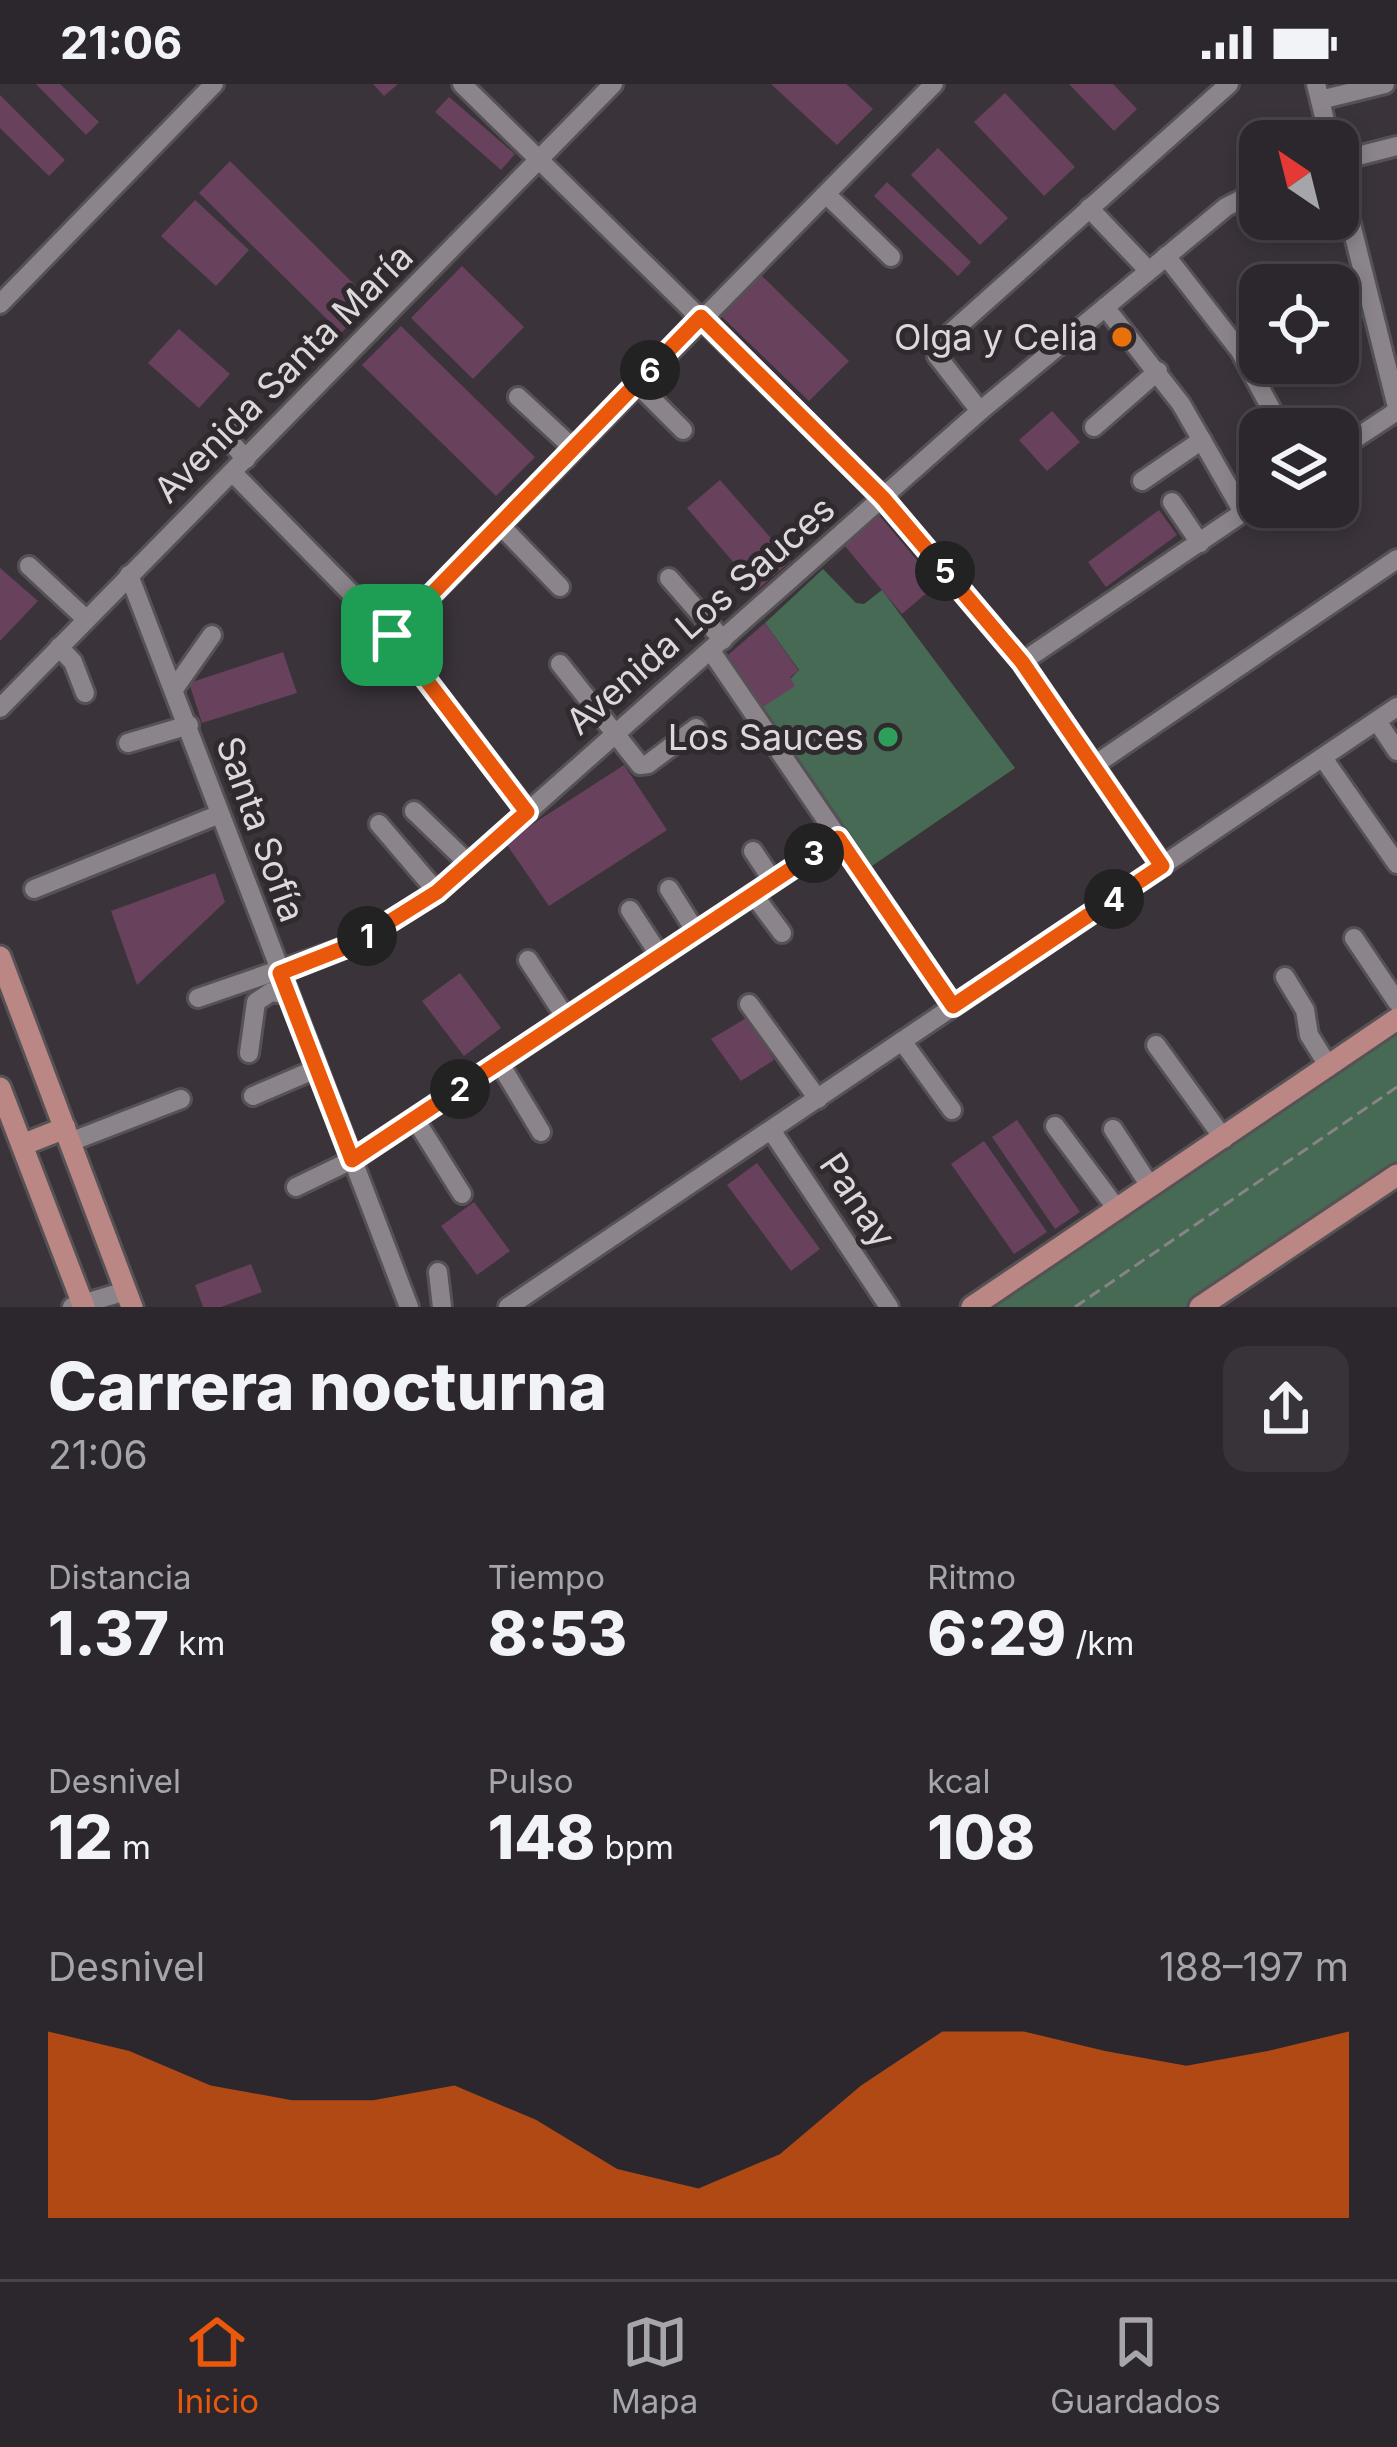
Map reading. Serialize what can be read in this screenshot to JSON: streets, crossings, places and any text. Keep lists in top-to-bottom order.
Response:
{
  "streets": {
    "street": [
      "Avenida Santa María",
      "Avenida Los Sauces",
      "Santa Sofía",
      "Panay"
    ]
  },
  "crossings": [
    ["Avenida Santa María", "Santa Sofía"],
    ["Avenida Los Sauces", "Santa Sofía"]
  ],
  "places": ["Olga y Celia", "Los Sauces"],
  "north": "top left",
  "page": {
    "status": "21:06",
    "pins": [
      "6",
      "5",
      "3",
      "4",
      "1",
      "2"
    ],
    "heading": ["Carrera nocturna", "21:06"],
    "stats": [
      ["Distancia", "1.37 km"],
      ["Tiempo", "8:53"],
      ["Ritmo", "6:29 /km"],
      ["Desnivel", "12 m"],
      ["Pulso", "148 bpm"],
      ["kcal", "108"]
    ],
    "chart": ["Desnivel", "188–197 m"],
    "tabs": ["Inicio", "Mapa", "Guardados"]
  }
}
--------------------
- EXERCISE DESCRIPTION
All of the lines above should be copied exactly, apart from the pictures.

- REPLY
Map reading. Serialize what can be read in this screenshot to JSON: streets, crossings, places and any text. Keep lists in top-to-bottom order.
Response:
{
  "streets": {
    "street": [
      "Avenida Santa María",
      "Avenida Los Sauces",
      "Santa Sofía",
      "Panay"
    ]
  },
  "crossings": [
    ["Avenida Santa María", "Santa Sofía"],
    ["Avenida Los Sauces", "Santa Sofía"]
  ],
  "places": ["Olga y Celia", "Los Sauces"],
  "north": "top left",
  "page": {
    "status": "21:06",
    "pins": [
      "6",
      "5",
      "3",
      "4",
      "1",
      "2"
    ],
    "heading": ["Carrera nocturna", "21:06"],
    "stats": [
      ["Distancia", "1.37 km"],
      ["Tiempo", "8:53"],
      ["Ritmo", "6:29 /km"],
      ["Desnivel", "12 m"],
      ["Pulso", "148 bpm"],
      ["kcal", "108"]
    ],
    "chart": ["Desnivel", "188–197 m"],
    "tabs": ["Inicio", "Mapa", "Guardados"]
  }
}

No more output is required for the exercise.